> [PROBLEM REQUIREMENTS]: Lines with the word "stop" are the answer; copy each of them from the data below.

Dataset entries:
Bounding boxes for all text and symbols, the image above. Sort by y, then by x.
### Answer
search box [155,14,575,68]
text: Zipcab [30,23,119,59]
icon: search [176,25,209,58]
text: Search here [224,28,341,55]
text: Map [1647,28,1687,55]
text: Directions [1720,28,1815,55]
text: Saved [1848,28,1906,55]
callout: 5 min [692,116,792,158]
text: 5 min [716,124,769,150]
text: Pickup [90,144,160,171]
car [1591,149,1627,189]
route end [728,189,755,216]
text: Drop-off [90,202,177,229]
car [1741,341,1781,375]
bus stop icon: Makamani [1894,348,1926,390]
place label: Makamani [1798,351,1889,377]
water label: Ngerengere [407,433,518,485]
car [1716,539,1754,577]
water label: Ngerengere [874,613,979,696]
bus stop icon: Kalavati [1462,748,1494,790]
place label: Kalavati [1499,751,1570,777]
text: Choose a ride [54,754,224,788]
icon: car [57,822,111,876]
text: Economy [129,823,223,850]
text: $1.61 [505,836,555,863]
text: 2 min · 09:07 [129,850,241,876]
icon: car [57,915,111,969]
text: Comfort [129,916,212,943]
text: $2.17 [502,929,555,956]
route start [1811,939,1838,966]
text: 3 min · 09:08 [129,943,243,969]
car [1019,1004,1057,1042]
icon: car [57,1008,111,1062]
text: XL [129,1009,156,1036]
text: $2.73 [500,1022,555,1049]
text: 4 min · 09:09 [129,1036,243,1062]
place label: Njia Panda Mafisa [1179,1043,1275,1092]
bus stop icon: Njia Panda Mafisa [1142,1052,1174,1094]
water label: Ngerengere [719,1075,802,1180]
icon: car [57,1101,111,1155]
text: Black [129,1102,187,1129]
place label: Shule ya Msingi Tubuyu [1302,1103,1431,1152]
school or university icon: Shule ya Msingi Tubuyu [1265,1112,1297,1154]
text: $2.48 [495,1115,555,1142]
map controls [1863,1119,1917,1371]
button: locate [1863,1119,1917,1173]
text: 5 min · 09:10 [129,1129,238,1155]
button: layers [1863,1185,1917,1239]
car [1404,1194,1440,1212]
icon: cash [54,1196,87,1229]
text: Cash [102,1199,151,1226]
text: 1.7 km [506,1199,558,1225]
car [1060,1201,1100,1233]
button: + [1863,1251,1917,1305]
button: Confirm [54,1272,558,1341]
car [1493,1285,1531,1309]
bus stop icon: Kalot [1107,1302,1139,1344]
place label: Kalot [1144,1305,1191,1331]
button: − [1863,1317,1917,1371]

> [COMPLETED TASK]:
bus stop icon: Makamani [1894,348,1926,390]
bus stop icon: Kalavati [1462,748,1494,790]
bus stop icon: Njia Panda Mafisa [1142,1052,1174,1094]
bus stop icon: Kalot [1107,1302,1139,1344]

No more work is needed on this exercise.